GRAPH </activity/2012/11/08/t2> {

    </activity/2012/11/08/t2> a </callimachus/Activity> , audit:RecentBundle ;
        calli:reader </group/everyone>, </group/staff>,  </group/admin>;
        prov:wasGeneratedBy </activity/2012/11/08/t2#provenance> ;
        prov:wasInfluencedBy </activity/2012/11/08/t1> .

    </activity/2012/11/08/t2#provenance> a prov:Activity ;
        prov:startedAtTime "2012-11-08T15:19:31.199Z"^^xsd:dateTime ;
        prov:wasAssociatedWith </user/james> ;
        prov:generated </activity/2012/11/08/t2#!/sun> ;
        prov:generated </activity/2012/11/08/t2#!/activity/2012/11/08/> ;
        prov:endedAtTime "2012-11-08T15:19:31.295Z"^^xsd:dateTime .

    </activity/2012/11/08/t2#!/sun> ;
        audit:without </activity/2012/11/08/t2#5eef4c8f> ;
        prov:specializationOf </sun> ;
        prov:wasRevisionOf </activity/2012/11/08/t1#!/sun> .
    </activity/2012/11/08/t2#5eef4c8f>
        rdf:object "The great luminary" ;
        rdf:predicate skos:definition ;
        rdf:subject </sun> .
    </sun>
        prov:wasGeneratedBy </activity/2012/11/08/t2#provenance> ;
        skos:definition "The lamp of day" .

    </activity/2012/11/08/t2#!/activity/2012/11/08/>
        prov:specializationOf </activity/2012/11/08/> ;
        prov:wasRevisionOf </activity/2012/11/08/t1#!/activity/2012/11/08/> .
    </activity/2012/11/08/>
        calli:hasComponent </activity/2012/11/08/t2> ;
        prov:wasGeneratedBy </activity/2012/11/08/t2#provenance> .
}
Callimachus also allows users to upload RDF triple files (rdf+xml and turtle). When an entire RDF triple file is uploaded the metadata stored is slightly different. If the file data.rdf is uploaded to the home folder, all the triples in the file are inserted into the named graph </data.rdf>. In addition, the following named graph is created and the binary file is stored permanently on disk associated with the same activity identifier.
GRAPH </activity/2012/11/08/t3> {

</activity/2012/11/08/t3> a </callimachus/Activity>, audit:RecentBundle ;
    calli:reader </group/everyone>, </group/staff>, </group/admin> ;
    prov:wasGeneratedBy </activity/2012/11/08/t3#provenance> ;
    prov:wasInfluencedBy </activity/2012/11/08/t1> ;
    prov:wasInfluencedBy </activity/2012/11/08/t2> .

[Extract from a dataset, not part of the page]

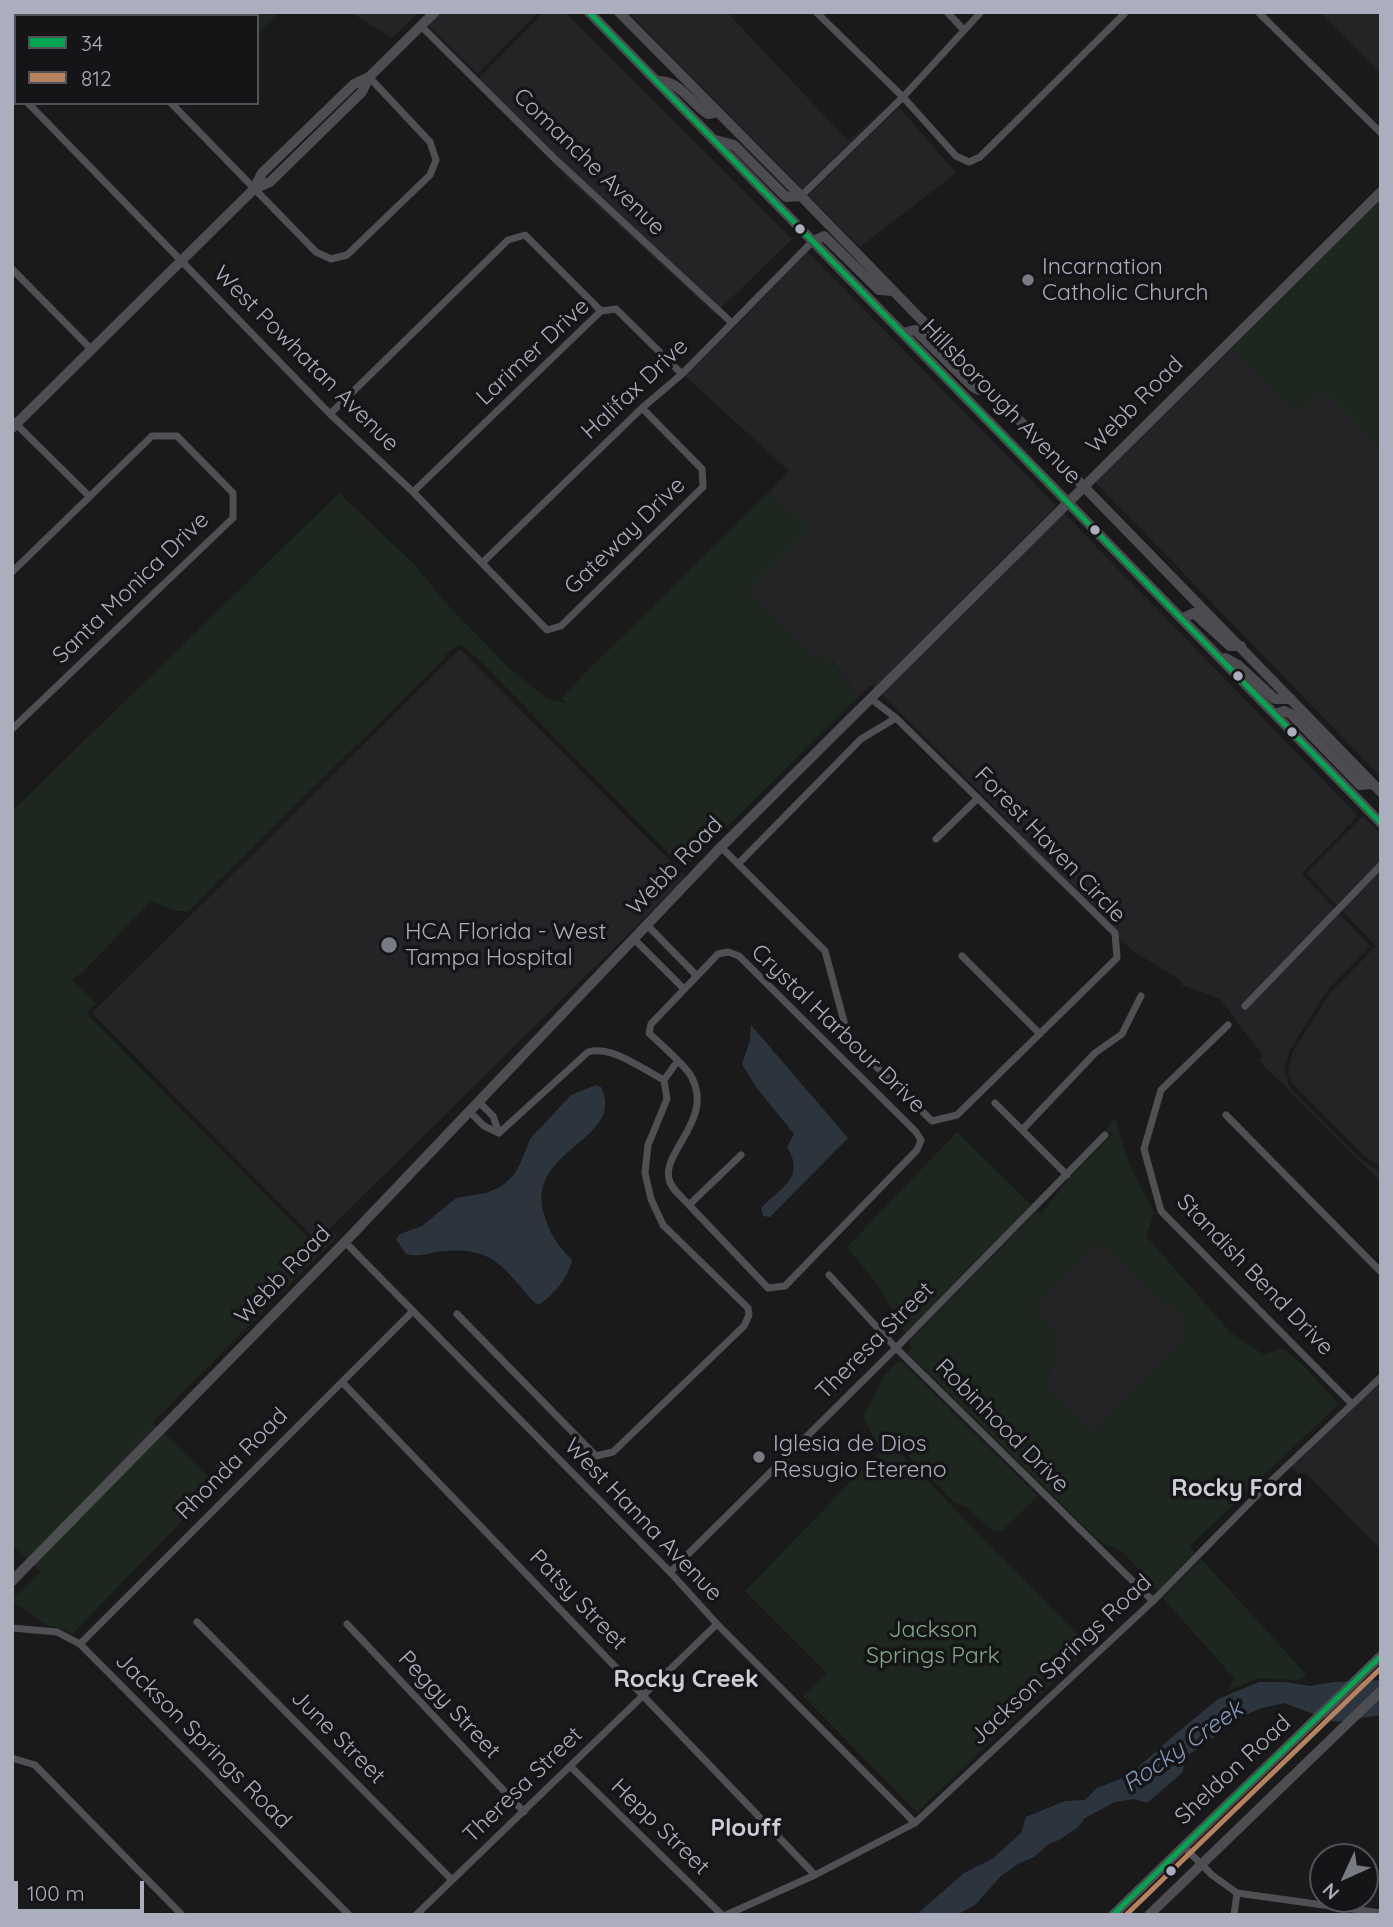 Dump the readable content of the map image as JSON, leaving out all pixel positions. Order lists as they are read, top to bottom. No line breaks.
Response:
{"streets":{"main road":["Hillsborough Avenue"],"street":["Comanche Avenue","Larimer Drive","West Powhatan Avenue","Halifax Drive","Webb Road","Gateway Drive","Santa Monica Drive","Forest Haven Circle","Crystal Harbour Drive","Standish Bend Drive","Theresa Street","Robinhood Drive","Rhonda Road","West Hanna Avenue","Patsy Street","Jackson Springs Road","Peggy Street","June Street","Sheldon Road","Hepp Street"]},"crossings":[["Comanche Avenue","Halifax Drive"],["Larimer Drive","West Powhatan Avenue"],["Larimer Drive","Halifax Drive"],["West Powhatan Avenue","Halifax Drive"],["West Powhatan Avenue","Gateway Drive"],["Halifax Drive","Hillsborough Avenue"],["Halifax Drive","Gateway Drive"],["Hillsborough Avenue","Webb Road"],["Webb Road","Forest Haven Circle"],["Webb Road","West Hanna Avenue"],["Standish Bend Drive","Jackson Springs Road"],["Theresa Street","Robinhood Drive"],["Theresa Street","West Hanna Avenue"],["Theresa Street","Patsy Street"],["Theresa Street","Peggy Street"],["Theresa Street","June Street"],["Theresa Street","Hepp Street"],["Robinhood Drive","Jackson Springs Road"],["Rhonda Road","West Hanna Avenue"],["Rhonda Road","Patsy Street"],["Rhonda Road","Jackson Springs Road"],["West Hanna Avenue","Jackson Springs Road"],["Patsy Street","Jackson Springs Road"],["Jackson Springs Road","Hepp Street"]],"districts":["Rocky Ford","Rocky Creek","Plouff"],"water":["Rocky Creek"],"parks":["Jackson Springs Park"],"places":["Incarnation Catholic Church","HCA Florida - West Tampa Hospital","Iglesia de Dios Resugio Etereno"],"lines":["transit line 34","transit line 812"],"legend":["34","812"],"scale_bar":"100 m","north":"bottom left"} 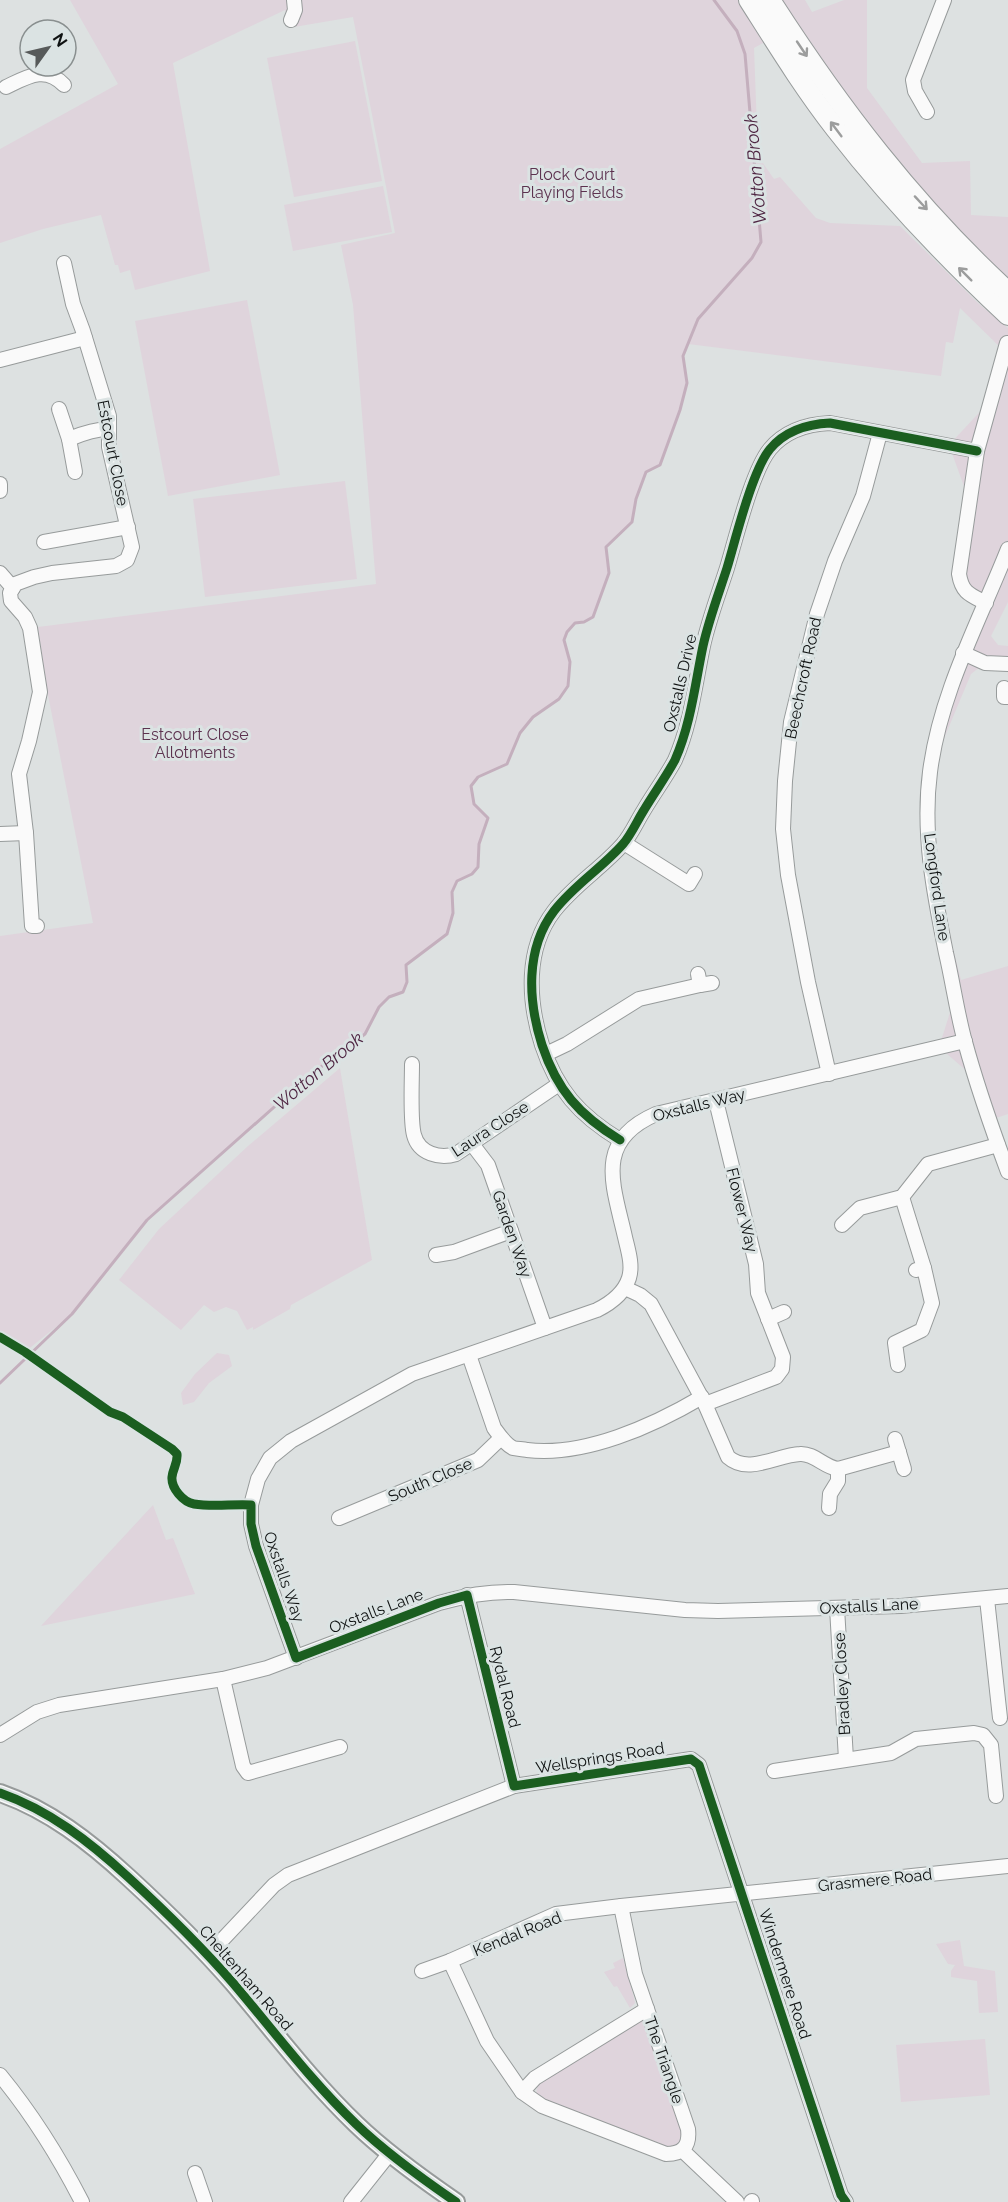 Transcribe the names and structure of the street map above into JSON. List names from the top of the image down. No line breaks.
{"streets":{"main road":["Cheltenham Road"],"street":["Estcourt Close","Beechcroft Road","Oxstalls Drive","Longford Lane","Oxstalls Way","Laura Close","Flower Way","Garden Way","South Close","Oxstalls Lane","Bradley Close","Rydal Road","Wellsprings Road","Grasmere Road","Kendal Road","Windermere Road","The Triangle"]},"crossings":[["Beechcroft Road","Oxstalls Drive"],["Beechcroft Road","Oxstalls Way"],["Oxstalls Drive","Oxstalls Way"],["Oxstalls Drive","Laura Close"],["Longford Lane","Oxstalls Way"],["Oxstalls Way","Flower Way"],["Oxstalls Way","Garden Way"],["Oxstalls Way","Oxstalls Lane"],["Laura Close","Garden Way"],["Oxstalls Lane","Bradley Close"],["Oxstalls Lane","Rydal Road"],["Rydal Road","Wellsprings Road"],["Wellsprings Road","Windermere Road"],["Wellsprings Road","Cheltenham Road"],["Grasmere Road","Kendal Road"],["Grasmere Road","Windermere Road"],["Kendal Road","Windermere Road"]],"water":["Wotton Brook"],"parks":["Plock Court Playing Fields","Estcourt Close Allotments"],"north":"top right"} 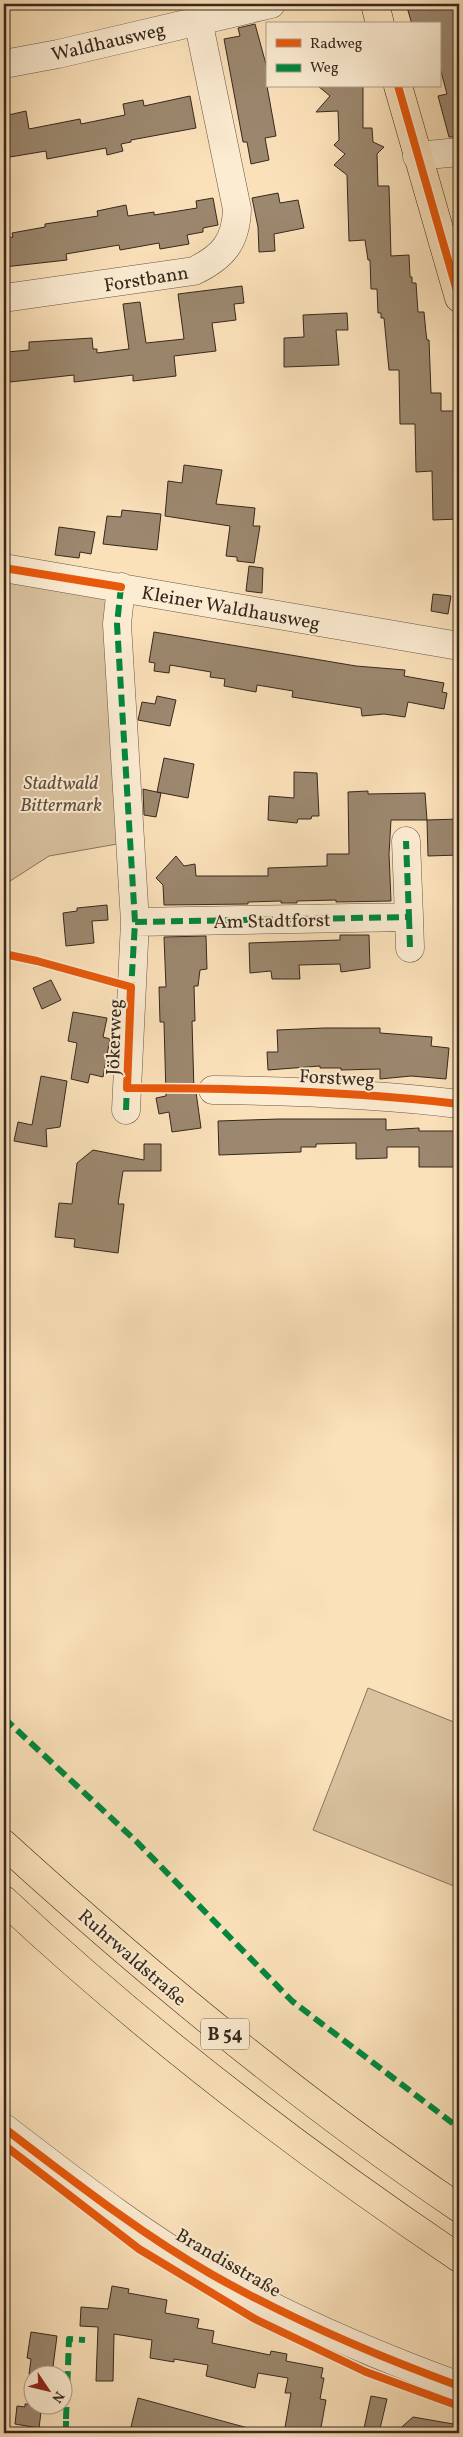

</activity/2012/11/08/t3#provenance> a prov:Activity ;
    prov:startedAtTime "2012-11-08T15:36:40.039Z"^^xsd:dateTime ;
    prov:wasAssociatedWith </user/james> ;
    prov:generated </activity/2012/11/08/t3#!/data.rdf> ;
    prov:generated </activity/2012/11/08/t3#!/> ;
    prov:generated </activity/2012/11/08/t3#!/activity/2012/11/08/> ;
    prov:endedAtTime "2012-11-08T15:36:40.951Z"^^xsd:dateTime .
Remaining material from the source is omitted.